Researchers have introduced a groundbreaking method for modeling epidemics that could revolutionize how scientists and policymakers forecast the spread of infectious diseases. This study presents a new framework that takes into account factors related to socioeconomic status (SES) — including income, education, and ethnicity — in epidemic models. The findings highlight an urgent need for more inclusive epidemic modeling frameworks as societies deal with the ongoing effects of COVID-19 and prepare for future outbreaks. By moving beyond the traditional emphasis on age and context, this innovative methodology enables a deeper comprehension of disease transmission and serves as an effective instrument for tackling health disparities.
An international team of researchers has designed a new approach to epidemic modeling that has the potential to change how scientists and policymakers estimate the spread of infectious diseases. The initiative, led by Dr. Nicola Perra, Reader in Applied Mathematics, is detailed in a study published in Science Advances, which unveils a framework that includes socioeconomic status (SES) factors—like income, education, and ethnicity—into epidemic models.
“Traditional epidemic models often focus primarily on age-related contact patterns, but that’s just one part of the whole picture,” explained Dr. Perra. “Our new framework recognizes that additional factors—such as income and education—are crucial in shaping how individuals interact and comply with public health initiatives. By incorporating these SES variables, we can build models that more accurately represent the actual outcomes of epidemics.”
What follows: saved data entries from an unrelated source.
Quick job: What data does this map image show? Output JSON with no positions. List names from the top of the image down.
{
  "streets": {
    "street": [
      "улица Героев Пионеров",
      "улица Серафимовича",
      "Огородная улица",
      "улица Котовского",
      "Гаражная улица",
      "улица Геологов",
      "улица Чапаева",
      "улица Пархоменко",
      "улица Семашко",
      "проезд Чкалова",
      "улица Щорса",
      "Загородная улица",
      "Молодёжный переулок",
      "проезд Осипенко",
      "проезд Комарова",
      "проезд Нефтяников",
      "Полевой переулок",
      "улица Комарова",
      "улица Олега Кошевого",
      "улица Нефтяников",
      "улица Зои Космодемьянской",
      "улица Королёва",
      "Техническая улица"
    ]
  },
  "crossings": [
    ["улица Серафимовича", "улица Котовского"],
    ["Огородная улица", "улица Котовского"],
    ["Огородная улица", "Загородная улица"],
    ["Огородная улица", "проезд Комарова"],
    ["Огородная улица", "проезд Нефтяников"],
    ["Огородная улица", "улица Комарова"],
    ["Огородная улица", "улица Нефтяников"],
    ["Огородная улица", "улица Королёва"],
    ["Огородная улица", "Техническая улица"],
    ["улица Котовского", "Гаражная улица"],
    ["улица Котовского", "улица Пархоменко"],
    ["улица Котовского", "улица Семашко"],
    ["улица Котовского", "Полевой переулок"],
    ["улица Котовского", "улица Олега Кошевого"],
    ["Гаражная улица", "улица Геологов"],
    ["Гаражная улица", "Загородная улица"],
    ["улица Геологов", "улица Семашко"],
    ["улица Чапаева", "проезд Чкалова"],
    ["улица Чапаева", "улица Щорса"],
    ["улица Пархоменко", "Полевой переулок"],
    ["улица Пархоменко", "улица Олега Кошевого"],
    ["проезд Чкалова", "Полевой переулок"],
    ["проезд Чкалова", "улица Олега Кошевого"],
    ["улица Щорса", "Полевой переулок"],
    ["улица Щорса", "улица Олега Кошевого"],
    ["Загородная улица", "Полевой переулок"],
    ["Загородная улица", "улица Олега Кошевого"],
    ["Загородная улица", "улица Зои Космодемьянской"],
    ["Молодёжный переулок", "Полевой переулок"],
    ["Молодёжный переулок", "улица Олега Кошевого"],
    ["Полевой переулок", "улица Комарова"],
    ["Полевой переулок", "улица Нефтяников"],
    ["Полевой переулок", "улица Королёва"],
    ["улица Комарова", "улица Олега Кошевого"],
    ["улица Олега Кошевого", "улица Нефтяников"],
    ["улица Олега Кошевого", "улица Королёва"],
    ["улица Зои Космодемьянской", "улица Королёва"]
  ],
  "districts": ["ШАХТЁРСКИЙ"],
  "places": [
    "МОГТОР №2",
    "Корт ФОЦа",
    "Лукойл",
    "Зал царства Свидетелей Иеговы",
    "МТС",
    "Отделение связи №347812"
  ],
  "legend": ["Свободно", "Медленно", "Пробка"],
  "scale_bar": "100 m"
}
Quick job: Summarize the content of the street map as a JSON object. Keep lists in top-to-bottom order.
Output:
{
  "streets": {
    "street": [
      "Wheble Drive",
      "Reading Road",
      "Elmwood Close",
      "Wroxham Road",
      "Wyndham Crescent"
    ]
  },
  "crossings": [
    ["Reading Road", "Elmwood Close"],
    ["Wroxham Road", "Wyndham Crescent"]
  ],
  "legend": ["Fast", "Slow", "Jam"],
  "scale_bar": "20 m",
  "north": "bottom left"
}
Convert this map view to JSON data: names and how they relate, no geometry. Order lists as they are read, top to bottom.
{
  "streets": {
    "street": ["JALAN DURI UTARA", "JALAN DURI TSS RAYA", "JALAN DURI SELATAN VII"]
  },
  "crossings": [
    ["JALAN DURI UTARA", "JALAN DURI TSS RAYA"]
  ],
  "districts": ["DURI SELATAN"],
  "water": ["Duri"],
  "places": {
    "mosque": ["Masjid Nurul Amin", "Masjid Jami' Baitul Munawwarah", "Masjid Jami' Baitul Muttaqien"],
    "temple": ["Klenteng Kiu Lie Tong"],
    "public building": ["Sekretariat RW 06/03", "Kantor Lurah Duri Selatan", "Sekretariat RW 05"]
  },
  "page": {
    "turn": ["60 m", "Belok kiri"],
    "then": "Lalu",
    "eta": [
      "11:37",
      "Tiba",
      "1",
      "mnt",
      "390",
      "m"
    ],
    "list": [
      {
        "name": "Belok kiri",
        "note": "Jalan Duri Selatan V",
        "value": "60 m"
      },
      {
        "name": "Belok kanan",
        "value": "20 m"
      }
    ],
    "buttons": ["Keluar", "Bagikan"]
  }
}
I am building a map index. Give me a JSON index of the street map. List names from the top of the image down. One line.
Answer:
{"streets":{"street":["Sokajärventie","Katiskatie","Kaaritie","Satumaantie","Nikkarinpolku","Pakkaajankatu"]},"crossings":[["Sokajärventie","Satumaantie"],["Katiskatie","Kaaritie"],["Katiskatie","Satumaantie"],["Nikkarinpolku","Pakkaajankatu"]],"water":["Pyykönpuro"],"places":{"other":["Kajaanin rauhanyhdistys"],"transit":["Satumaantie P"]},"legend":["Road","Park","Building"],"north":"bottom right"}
Dr. Perra and his team have tackled this important gap by employing “generalised contact matrices” to analyze interactions across various factors, including SES. This approach allows for a more nuanced and realistic depiction of how diseases spread among different demographic groups, especially those at an economic disadvantage. The research indicates that ignoring these factors can lead to significant inaccuracies in epidemic forecasts, which can hamper public health strategies and policy-making.
The team’s method is based on both formal mathematical equations and real-world evidence. Their study reveals that overlooking SES dimensions can result in serious underestimations of vital metrics, like the basic reproductive number (R?), which indicates the average number of secondary infections generated by one infected person. Using both synthetic and real data from Hungary, collected during the COVID-19 pandemic, the researchers demonstrate that incorporating SES indicators leads to a better understanding of disease impact and exposes important inequalities in health outcomes across different socioeconomic groups.
“The COVID-19 pandemic starkly illustrated that the burden of infectious diseases is not distributed evenly in society,” noted Dr. Perra. “Socioeconomic factors were pivotal in determining the impact on various groups; however, many epidemic models we currently depend on still fail to integrate these essential aspects. Our framework emphasizes these variables, offering richer and more actionable insights.”
The researchers also showcased how their framework can measure differences in compliance with non-pharmaceutical interventions (NPIs), like social distancing and mask wearing, among various SES groups. They discovered that ignoring these elements in models not only distorts the understanding of disease spread but also clouds the perceived effectiveness of public health measures. Their analysis of Hungarian data brought to light how socioeconomic disparities in contact behaviors can create notable differences in health outcomes between groups, reinforcing the need for more focused interventions.
“Our results indicate that future contact surveys should encompass not only traditional factors like age but also more detailed socioeconomic information,” Dr. Perra emphasized. “Incorporating these elements could significantly enhance the accuracy of epidemic models and, consequently, the success of health policies.”
This research highlights an immediate need for more comprehensive epidemic modeling frameworks, particularly as societies continue to face the ongoing repercussions of COVID-19 and gear up for potential future pandemics. By broadening the conventional focus on age and context, this novel approach paves the way for a deeper understanding of disease spread and provides a potent tool to address health inequities.
This work involved collaboration with Adriana Manna (Central European University), Dr. Lorenzo D’Amico (ISI Foundation), Dr. Michele Tizzoni (University of Trento), and Dr. Márton Karsai (Central European University and Rényi Institute of Mathematics).